A census-taker's notebook: income prediction, step by step
A single Jupyter notebook that walks through the full sklearn pipeline on a classic dataset, with a Docker one-liner to get you running.

What it does This repo is one long Jupyter notebook that predicts whether someone earns more than $50K/year using the UCI Census Income dataset. It runs through the standard sklearn hits: exploration, imputation, encoding, feature ranking, then trains models with both sklearn and TensorFlow. A companion mindmap (separate repo) maps out the broader data science workflow.
The interesting bit
The Docker setup is almost aggressively simple—one docker run command and you’re at localhost:8888 with TensorFlow and Jupyter ready.

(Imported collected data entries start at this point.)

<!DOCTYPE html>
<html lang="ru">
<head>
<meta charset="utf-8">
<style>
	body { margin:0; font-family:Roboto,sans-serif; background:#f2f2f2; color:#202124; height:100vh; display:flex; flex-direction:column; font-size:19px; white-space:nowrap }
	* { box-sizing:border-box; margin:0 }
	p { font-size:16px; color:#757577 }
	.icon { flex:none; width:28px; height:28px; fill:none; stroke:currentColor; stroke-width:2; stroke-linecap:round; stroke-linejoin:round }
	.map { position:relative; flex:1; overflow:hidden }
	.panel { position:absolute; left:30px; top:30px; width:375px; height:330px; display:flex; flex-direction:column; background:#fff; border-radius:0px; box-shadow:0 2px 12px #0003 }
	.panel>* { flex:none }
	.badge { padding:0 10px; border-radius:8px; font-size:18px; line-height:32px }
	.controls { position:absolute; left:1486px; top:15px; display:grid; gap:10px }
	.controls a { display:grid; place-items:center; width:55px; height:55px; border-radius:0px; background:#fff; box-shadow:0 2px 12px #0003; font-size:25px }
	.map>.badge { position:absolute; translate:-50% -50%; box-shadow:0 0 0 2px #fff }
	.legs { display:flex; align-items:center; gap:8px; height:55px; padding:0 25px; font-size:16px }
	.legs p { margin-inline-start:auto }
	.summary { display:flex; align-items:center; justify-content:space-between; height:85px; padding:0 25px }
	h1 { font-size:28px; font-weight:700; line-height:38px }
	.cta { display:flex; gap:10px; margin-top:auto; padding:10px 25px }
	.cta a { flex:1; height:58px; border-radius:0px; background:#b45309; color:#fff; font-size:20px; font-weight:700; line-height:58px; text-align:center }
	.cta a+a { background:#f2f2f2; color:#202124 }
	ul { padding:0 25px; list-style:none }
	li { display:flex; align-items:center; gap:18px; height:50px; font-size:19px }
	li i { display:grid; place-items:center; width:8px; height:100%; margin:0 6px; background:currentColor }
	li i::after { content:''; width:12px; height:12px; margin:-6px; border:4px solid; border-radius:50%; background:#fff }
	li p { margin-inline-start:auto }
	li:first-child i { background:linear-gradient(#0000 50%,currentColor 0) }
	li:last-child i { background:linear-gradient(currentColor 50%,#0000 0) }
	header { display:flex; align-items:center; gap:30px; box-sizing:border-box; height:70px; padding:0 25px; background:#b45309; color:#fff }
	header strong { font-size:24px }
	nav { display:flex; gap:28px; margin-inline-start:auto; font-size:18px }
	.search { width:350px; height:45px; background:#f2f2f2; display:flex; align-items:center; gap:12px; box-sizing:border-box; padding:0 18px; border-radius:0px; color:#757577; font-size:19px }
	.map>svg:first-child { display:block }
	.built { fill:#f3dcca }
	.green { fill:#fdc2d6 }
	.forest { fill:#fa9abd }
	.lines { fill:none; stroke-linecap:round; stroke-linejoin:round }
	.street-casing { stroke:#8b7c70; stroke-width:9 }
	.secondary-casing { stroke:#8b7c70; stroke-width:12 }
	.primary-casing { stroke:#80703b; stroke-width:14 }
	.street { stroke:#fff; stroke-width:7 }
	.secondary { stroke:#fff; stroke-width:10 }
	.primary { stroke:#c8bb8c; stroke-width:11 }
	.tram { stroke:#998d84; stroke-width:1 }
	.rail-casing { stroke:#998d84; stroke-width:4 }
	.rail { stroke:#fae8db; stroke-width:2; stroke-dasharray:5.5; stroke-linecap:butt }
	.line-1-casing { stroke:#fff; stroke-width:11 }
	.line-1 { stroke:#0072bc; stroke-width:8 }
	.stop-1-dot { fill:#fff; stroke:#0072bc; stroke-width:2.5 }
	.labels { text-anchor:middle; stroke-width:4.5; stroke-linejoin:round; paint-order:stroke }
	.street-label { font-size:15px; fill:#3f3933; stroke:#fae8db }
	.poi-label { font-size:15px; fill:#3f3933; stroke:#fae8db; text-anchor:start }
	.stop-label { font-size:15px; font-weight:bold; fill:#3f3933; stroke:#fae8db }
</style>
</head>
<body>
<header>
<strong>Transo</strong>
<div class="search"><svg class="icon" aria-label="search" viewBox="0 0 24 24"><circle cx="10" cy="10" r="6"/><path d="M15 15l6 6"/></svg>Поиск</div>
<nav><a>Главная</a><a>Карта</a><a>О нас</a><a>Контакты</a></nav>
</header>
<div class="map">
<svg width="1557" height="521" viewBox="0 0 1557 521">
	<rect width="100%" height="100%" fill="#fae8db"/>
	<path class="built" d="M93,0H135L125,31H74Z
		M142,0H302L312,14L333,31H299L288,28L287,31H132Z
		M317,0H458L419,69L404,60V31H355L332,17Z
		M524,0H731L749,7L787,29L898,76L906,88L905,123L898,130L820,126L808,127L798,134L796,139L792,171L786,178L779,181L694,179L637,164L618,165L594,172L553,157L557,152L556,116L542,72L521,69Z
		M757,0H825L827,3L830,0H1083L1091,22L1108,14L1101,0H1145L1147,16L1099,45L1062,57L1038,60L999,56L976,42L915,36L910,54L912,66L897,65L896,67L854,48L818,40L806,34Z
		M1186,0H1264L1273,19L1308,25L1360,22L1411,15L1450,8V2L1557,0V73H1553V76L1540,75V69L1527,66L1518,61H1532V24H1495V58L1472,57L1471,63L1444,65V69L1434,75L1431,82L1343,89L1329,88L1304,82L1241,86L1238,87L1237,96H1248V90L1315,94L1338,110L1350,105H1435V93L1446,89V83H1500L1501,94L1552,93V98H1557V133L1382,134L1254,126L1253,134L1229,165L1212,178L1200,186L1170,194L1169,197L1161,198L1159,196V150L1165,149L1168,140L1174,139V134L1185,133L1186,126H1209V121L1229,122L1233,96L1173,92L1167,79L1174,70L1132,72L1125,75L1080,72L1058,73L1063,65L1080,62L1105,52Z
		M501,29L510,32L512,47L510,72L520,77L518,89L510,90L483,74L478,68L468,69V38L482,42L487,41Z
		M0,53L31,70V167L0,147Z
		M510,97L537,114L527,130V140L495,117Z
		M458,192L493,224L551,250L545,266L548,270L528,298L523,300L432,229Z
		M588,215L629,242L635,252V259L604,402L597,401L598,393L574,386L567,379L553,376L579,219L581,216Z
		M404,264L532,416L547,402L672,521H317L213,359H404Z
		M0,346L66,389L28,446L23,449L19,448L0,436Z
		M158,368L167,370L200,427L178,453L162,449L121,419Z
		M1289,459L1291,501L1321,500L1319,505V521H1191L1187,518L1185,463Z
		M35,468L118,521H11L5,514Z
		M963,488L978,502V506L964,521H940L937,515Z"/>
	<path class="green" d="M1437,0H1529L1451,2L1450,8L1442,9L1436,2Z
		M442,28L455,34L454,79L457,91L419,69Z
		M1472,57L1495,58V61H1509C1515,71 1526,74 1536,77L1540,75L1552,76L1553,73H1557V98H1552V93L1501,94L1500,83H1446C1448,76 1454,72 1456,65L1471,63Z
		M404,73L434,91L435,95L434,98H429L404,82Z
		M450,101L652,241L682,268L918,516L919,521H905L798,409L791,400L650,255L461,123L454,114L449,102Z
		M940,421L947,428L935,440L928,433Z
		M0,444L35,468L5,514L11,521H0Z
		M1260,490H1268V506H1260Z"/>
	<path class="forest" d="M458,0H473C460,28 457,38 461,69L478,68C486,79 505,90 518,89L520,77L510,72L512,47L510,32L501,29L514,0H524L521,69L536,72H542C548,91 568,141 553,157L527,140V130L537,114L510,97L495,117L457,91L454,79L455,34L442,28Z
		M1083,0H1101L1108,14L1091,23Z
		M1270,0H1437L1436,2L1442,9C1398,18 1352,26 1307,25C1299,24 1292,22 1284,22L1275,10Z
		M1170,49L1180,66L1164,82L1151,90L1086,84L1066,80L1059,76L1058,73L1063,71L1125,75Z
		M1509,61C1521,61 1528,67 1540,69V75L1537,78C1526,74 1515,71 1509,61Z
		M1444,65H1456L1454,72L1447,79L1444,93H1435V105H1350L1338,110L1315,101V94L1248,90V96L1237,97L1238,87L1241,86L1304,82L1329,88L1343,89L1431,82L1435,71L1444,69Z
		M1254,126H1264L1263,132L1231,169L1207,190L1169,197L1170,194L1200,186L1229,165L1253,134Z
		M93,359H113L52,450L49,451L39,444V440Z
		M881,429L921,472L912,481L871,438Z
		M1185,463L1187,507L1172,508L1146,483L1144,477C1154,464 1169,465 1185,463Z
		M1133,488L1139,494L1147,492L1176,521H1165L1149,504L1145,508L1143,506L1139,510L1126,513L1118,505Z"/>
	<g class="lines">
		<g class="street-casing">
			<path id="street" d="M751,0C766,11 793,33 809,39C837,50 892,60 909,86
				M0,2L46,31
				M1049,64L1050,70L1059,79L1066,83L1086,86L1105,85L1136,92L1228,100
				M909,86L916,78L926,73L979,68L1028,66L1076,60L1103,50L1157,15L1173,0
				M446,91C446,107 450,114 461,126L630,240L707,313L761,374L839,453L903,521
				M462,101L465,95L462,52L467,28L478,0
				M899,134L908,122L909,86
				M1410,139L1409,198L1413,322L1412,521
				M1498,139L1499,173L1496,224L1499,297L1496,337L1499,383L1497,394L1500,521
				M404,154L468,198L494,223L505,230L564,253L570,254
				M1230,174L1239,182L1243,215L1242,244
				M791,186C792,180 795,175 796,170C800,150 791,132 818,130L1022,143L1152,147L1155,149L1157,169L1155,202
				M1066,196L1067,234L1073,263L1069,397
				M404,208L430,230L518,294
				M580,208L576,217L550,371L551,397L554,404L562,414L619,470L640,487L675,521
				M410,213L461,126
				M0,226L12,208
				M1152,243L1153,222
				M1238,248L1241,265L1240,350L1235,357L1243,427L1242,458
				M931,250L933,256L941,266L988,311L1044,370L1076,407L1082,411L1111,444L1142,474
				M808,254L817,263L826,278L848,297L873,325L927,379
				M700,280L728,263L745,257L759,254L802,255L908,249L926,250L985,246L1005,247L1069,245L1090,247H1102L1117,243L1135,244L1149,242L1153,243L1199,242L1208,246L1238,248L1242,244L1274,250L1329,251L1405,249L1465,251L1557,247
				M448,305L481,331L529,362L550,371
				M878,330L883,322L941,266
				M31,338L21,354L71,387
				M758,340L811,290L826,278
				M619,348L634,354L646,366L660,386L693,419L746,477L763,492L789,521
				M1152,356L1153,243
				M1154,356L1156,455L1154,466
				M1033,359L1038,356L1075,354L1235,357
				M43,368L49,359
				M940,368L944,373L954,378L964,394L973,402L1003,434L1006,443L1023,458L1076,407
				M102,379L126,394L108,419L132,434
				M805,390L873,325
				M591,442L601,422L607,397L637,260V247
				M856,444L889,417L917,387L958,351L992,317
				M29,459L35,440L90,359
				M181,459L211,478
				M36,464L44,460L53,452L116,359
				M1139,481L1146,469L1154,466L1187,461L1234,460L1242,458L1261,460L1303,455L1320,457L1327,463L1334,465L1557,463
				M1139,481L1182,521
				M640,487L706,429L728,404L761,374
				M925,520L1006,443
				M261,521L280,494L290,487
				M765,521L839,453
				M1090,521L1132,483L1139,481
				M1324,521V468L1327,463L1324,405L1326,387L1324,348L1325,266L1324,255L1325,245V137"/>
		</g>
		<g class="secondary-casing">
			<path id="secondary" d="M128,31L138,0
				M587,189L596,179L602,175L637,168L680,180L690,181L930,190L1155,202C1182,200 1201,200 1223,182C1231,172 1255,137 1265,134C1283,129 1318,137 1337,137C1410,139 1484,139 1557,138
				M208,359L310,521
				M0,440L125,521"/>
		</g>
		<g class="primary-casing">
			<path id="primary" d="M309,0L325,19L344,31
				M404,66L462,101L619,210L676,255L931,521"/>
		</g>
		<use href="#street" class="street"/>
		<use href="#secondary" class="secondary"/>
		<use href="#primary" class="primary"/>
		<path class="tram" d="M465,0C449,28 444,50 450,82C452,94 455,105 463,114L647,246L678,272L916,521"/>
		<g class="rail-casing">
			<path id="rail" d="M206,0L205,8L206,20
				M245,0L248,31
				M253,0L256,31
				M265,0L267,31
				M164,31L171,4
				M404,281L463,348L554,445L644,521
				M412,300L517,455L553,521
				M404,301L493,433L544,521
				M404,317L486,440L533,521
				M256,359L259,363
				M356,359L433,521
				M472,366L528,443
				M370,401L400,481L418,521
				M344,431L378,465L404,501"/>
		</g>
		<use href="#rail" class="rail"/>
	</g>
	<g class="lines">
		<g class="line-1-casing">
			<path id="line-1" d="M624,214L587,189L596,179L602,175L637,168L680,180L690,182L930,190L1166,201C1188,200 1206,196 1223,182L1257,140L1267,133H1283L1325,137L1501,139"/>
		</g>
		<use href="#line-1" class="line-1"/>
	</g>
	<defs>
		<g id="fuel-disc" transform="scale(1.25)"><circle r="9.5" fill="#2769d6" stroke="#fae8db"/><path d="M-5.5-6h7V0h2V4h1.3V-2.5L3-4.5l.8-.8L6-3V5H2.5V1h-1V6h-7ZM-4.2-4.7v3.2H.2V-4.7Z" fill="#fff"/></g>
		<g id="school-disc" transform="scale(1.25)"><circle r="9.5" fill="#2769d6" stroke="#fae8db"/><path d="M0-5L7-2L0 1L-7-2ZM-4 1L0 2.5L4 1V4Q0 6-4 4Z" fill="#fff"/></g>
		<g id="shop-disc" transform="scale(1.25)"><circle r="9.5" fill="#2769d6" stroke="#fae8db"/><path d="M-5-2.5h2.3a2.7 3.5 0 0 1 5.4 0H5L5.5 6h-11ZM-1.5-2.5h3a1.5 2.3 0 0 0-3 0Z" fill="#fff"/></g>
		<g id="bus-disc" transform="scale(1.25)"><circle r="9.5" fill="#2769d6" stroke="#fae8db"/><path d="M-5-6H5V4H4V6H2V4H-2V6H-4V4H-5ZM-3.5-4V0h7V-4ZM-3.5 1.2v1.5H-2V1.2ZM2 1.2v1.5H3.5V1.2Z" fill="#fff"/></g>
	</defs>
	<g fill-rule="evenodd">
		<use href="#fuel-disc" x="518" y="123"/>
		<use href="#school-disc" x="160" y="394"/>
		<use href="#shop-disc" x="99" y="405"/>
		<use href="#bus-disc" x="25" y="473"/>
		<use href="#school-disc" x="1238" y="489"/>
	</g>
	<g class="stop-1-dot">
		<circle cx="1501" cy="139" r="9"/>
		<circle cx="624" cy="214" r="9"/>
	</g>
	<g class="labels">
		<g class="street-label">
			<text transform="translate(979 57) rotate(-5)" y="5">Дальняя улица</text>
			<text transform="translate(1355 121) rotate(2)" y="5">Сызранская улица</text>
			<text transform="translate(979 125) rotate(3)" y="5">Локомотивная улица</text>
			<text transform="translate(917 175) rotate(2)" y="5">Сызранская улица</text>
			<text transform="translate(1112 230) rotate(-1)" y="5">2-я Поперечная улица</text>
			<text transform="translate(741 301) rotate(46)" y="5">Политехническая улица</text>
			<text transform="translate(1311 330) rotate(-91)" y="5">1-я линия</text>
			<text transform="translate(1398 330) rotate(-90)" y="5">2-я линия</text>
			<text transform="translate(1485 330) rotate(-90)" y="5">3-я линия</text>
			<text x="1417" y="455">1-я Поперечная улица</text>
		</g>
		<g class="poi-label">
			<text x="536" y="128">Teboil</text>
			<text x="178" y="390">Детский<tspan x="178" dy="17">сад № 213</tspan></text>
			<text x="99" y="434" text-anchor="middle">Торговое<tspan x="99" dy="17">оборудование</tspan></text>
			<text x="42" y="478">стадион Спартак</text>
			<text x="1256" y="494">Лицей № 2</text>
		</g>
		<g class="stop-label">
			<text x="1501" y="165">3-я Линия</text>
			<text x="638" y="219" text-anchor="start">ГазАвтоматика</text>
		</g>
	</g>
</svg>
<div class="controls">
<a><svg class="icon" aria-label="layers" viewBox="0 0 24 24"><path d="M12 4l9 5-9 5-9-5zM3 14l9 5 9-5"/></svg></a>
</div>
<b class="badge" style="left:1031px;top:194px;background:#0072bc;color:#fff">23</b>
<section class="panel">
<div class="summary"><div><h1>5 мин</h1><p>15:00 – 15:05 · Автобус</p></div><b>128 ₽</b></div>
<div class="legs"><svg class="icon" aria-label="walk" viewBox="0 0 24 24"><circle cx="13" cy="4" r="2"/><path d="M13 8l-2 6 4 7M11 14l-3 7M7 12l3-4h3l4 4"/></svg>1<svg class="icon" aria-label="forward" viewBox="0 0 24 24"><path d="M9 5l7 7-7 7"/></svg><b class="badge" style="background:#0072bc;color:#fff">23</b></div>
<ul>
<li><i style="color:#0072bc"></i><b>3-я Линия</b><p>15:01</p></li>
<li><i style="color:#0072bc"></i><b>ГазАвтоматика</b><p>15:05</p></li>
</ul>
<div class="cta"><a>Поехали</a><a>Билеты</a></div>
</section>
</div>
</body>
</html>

For a field where environment setup eats half a day, that’s not nothing.
Key highlights
- Covers the full pipeline: univariate/bivariate exploration, imputation, selection, encoding, PCA, and model comparison
- Includes ROC curves and metric calculations (accuracy, precision, recall, f1) for algorithm comparison
- Designed to run on the official
jupyter/tensorflow-notebookDocker image - Companion mindmap/cheatsheet at
dformoso/machine-learning-mindmap - ~700 stars suggests it has served as a reference for others learning the sklearn workflow
Caveats
- The README is a walkthrough, not a library—expect copy-paste learning, not import-and-go code
- No requirements.txt or pip install instructions; Docker is the only documented path
- TensorFlow usage is mentioned but not detailed in the README; unclear if it’s a full alternative pipeline or a brief add-on
Verdict Good for someone who wants to see a complete, documented sklearn workflow in one place and prefers learning by running cells. Skip if you need modular, reusable code or are already comfortable building pipelines from scratch.